Há mais abandono no ensino superior privado (e poderia ser “muitíssimo pior”)
O abandono escolar no ensino superior privado é ligeiramente superior ao das instituições públicas, mas «poderia ser muitíssimo pior» tendo em conta a prevalência de alunos mais pobres obrigados a um esforço financeiro muitas vezes difícil de cumprir.
O alerta é lançado pela presidente do Observatório do Ensino Superior Privado, Cristina Ventura, que se baseia nos últimos números que mostram que a taxa global de abandono escolar no ensino superior é de 16,2%: o ensino público tem uma taxa de 16,1% e o privado 16,7%.
«Esta diferença não é estatisticamente significativa», sublinhou Cristina Ventura, explicando que o cálculo de médias tem sempre um erro associado e a diferença entre os dois valores está dentro dessa margem.
A professora acredita que o abandono escolar no ensino privado poderia ser «muitíssimo pior», tendo em conta que «os estudantes do privado têm um esforço acrescido que os seus colegas do público não têm».
Além disso, acrescentou, nas escolas privadas há uma preponderância de alunos oriundos de famílias carenciadas. Ao contrário do que acontece no ensino obrigatório, onde os alunos do 1ª ao 12.º ano dos colégios pertencem a famílias de estratos socioeconómicos mais elevados, no ensino superior a situação inverte-se.
Para muitos alunos, os estabelecimentos de ensino superior privados apresentam-se como a única opção de quem não tem uma média suficiente para entrar nas universidades e politécnicos públicos.
As dificuldades financeiras têm sido apontadas como um dos principais motivos para abandonar os estudos. E se um aluno numa universidade pública paga menos de 800 euros anuais de propina, no privado facilmente pode ultrapassar os quatro mil euros.
«Há aqui trabalhadores estudantes que além de pagar os estudos ainda ajudam com as contas da casa», corroborou o professor Carlos Cabeleira, do Instituto Superior de Educação e Ciências de Lisboa (ISEC) de Lisboa.
«A quase totalidade das instituições tem mecanismos de atribuição de bolsas de estudo ou de delação no tempo de pagamento da propina.
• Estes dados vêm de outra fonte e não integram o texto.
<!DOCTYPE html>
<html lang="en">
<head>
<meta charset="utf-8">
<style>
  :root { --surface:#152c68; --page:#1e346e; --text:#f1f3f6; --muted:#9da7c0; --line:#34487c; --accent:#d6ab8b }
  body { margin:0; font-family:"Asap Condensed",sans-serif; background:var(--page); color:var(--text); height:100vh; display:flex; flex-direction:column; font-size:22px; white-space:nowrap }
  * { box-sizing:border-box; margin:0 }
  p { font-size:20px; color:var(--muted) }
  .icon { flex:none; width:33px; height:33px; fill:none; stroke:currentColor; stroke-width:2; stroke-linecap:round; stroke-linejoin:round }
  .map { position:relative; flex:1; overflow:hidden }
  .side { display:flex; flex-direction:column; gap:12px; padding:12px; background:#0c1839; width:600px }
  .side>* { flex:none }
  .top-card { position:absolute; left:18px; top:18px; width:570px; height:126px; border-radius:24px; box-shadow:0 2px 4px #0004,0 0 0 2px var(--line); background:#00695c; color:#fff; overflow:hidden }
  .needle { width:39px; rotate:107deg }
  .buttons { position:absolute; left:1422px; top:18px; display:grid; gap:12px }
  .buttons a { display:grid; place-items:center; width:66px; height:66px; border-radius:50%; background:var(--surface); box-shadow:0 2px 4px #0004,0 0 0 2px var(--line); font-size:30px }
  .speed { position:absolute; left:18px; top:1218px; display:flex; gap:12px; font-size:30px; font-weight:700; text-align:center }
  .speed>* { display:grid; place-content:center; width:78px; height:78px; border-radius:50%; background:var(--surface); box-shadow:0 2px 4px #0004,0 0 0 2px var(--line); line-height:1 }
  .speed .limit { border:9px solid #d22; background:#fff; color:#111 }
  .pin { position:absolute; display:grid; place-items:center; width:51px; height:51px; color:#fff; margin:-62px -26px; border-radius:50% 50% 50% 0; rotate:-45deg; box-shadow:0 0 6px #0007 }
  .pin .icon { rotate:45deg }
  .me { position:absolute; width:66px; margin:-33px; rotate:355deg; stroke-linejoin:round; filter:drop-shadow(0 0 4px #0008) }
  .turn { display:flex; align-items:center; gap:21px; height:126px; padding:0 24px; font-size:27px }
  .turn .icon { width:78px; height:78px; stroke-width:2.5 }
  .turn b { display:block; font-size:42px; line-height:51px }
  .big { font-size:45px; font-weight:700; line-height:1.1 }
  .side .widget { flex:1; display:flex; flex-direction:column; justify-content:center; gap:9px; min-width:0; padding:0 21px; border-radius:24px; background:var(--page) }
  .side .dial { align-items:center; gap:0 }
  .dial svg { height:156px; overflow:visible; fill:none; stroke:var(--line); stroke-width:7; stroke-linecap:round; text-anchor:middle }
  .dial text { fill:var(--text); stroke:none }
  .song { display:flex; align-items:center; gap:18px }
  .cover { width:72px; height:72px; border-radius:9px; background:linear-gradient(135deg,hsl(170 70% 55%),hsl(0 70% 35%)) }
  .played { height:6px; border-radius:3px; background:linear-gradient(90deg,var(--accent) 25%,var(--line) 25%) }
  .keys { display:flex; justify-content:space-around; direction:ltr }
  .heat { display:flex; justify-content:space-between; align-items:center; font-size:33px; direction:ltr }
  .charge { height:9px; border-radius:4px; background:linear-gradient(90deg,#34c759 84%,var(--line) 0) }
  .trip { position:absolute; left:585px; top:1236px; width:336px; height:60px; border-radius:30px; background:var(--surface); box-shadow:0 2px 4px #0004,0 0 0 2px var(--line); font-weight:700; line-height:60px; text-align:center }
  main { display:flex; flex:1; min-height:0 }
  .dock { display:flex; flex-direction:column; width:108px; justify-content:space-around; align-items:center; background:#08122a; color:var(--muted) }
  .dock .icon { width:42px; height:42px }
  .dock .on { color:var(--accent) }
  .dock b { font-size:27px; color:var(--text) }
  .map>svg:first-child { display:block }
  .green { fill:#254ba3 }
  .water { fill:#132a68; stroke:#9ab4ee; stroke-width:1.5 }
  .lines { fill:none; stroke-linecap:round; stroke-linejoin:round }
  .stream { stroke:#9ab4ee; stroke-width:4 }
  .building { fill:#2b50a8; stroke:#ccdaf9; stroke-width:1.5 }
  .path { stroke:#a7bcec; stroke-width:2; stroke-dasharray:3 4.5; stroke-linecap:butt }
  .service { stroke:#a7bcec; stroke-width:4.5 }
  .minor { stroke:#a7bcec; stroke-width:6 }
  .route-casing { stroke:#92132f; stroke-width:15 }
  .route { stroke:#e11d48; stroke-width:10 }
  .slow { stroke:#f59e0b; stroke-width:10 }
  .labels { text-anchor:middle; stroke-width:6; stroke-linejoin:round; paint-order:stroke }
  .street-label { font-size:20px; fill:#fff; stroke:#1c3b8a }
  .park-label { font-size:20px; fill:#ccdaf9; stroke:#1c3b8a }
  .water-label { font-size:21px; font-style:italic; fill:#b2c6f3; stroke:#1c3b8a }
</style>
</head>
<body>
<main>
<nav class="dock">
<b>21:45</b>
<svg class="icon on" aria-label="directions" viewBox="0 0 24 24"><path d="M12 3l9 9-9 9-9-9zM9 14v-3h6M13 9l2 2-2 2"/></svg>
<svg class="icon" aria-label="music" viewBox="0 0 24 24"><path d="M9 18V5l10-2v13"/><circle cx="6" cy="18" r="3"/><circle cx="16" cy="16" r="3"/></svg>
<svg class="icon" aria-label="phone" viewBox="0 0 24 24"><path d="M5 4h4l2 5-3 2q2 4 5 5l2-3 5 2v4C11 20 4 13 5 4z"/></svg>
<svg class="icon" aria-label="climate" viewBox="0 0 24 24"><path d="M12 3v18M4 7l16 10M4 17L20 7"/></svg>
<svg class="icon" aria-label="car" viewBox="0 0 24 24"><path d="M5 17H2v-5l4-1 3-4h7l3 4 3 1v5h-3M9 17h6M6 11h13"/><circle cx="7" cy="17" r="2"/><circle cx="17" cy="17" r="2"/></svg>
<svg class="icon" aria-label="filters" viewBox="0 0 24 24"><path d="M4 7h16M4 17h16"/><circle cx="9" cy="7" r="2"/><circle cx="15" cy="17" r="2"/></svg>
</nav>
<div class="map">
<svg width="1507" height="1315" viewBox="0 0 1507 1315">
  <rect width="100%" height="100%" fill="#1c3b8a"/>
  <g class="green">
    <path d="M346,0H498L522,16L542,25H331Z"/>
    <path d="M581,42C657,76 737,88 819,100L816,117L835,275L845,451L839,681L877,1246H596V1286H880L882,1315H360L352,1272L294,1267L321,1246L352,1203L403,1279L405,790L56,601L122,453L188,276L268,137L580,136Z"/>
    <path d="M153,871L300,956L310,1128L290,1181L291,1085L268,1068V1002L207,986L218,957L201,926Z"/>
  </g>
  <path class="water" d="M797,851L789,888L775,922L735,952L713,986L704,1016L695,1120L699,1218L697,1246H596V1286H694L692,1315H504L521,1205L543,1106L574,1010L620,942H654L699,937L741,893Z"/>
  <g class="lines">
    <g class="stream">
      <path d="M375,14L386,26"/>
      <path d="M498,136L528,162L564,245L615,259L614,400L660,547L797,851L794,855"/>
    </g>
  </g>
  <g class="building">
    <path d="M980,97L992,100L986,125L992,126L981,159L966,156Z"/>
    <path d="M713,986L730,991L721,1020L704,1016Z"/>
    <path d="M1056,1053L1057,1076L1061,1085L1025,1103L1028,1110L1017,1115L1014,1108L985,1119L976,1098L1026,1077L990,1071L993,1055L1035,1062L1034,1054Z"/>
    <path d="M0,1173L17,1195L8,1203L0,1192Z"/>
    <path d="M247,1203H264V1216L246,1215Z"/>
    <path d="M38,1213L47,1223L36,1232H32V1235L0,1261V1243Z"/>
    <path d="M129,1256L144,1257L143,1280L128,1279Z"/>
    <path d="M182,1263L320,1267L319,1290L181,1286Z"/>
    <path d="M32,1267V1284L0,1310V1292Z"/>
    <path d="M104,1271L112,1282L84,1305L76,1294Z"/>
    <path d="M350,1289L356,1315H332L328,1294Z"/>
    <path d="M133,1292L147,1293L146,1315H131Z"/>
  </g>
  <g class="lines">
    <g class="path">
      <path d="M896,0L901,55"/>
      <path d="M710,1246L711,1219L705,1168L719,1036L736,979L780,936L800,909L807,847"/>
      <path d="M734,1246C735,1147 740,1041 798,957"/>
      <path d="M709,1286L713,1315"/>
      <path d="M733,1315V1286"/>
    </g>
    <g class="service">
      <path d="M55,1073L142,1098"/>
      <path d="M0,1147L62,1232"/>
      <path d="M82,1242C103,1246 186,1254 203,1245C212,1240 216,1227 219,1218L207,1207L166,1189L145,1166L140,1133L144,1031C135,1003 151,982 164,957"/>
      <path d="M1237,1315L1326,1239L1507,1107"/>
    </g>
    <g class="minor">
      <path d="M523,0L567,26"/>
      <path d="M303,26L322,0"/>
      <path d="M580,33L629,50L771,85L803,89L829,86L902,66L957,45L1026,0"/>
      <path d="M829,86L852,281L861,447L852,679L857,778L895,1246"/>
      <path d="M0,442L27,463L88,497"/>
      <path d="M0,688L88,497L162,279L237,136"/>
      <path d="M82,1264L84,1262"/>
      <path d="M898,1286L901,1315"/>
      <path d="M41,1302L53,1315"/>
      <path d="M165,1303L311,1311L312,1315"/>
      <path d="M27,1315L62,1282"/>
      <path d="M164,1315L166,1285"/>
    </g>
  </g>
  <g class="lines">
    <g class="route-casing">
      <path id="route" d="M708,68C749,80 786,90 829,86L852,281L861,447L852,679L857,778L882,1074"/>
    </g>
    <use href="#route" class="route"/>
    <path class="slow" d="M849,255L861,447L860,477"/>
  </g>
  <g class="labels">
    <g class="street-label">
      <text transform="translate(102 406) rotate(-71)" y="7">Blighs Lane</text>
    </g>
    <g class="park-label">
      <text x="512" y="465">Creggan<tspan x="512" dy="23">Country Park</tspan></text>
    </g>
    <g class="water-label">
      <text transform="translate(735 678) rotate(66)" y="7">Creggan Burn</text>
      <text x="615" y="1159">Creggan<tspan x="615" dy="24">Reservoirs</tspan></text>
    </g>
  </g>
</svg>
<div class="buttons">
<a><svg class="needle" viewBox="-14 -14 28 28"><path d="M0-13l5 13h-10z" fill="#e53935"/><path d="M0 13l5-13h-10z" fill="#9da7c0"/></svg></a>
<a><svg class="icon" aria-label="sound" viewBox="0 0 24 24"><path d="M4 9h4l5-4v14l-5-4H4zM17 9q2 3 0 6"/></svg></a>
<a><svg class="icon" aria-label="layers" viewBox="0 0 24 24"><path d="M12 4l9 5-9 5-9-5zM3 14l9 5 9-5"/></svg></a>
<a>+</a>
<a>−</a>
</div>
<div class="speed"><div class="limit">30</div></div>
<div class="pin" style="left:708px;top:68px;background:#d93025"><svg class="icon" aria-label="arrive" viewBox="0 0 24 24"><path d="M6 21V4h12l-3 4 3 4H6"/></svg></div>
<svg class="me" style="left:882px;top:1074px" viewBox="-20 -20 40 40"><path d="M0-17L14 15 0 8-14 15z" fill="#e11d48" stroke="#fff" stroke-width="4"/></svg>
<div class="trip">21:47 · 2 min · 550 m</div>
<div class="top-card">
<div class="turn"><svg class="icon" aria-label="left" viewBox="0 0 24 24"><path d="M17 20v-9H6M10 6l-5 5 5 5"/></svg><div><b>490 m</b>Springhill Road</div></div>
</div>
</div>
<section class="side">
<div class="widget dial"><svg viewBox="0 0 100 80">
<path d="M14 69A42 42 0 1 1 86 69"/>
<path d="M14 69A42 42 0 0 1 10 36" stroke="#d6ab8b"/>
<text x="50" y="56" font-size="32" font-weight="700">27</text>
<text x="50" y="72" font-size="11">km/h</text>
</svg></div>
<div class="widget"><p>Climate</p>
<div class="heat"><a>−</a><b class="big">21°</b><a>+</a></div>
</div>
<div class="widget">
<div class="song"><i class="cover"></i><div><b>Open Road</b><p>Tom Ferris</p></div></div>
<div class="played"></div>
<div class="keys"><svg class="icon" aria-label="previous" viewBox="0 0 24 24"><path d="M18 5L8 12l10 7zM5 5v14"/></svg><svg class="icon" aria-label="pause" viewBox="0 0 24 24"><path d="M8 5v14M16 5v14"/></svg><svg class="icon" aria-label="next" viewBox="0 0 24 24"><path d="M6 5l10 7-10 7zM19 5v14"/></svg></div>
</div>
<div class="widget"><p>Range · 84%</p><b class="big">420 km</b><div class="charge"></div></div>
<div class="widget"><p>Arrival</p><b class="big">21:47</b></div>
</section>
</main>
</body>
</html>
Por nós, aluno nenhum interrompe os seus estudos por questões financeiras», garantiu Cristina Ventura, que é também presidente do ISEC – Lisboa.
Actualmente, cerca de 15% dos alunos que entram no ISEC acabam por abandonar os estudos, sendo que «a larguíssima maioria resulta de problemas financeiros», segundo contas da presidente.
A instituição que lidera tem vários programas para ajudar os alunos e assim combater o abandono escolar: A alguns alunos atribuem uma bolsa completa ou parcial, a outros prolongam o pagamento no tempo e há ainda casos a quem dizem para não se preocuparem com o pagamento das propinas enquanto estivessem a estudar. «Um dia mais tarde, quando tiver o seu emprego, pagará», explica.
«Temos o objectivo de redução de 10% da taxa nacional de abandono, que é um valor que se enquadra nos objectivos europeus, mas que continua a ser preocupante», disse por seu turno, o director-geral da Direcção-Geral do Ensino Superior, Joaquim Mourato, lembrando que estão em curso 32 projectos que envolvem 47 instituições públicas e privadas.
O combate ao abandono escolar tem vindo a ser feito pela maioria das instituições. Sem isso, «seria normal ter taxas de 20 ou de 25% de abandono no privado», defende Cristina Ventura.
Um dos programas do ISEC que terminou há duas semanas foi precisamente o Projecto 3AS, coordenado pelo professor Carlos Cabeleira. Há cerca de ano e meio, apenas 80,2% dos caloiros que se inscreveram no primeiro ano renovaram a matrícula no ano seguinte.
Além disso, havia uma tendência crescente de abandono que apontava para que este ano houvesse ainda menos reinscritos (78,4%), mas o projecto contrariou essa queda e este ano inscreveram-se cerca de 82% dos alunos que tinham entrada no ano passado, contou Carlos Cabeleira.
A equipa definiu os indicadores de potencial abandono, criou uma plataforma de sinalização de potencial insucesso ou abandono e iniciou intervenções nas cinco escolas envolvidas no projecto, explicou o docente.
No final, «houve mais de 20 estudantes que não saíram do ensino superior. São vinte famílias, vinte vidas que o projecto impactou», salientou o professor durante a apresentação do seu projecto num encontro que reuniu várias instituições de ensino superior de todo o país.
Além das condições financeiras, o professor apontou a saúde mental como outro dos grandes problemas.
Entre os programas já em curso em várias instituições, Joaquim Mourato lembrou também os 40 projectos de saúde mental.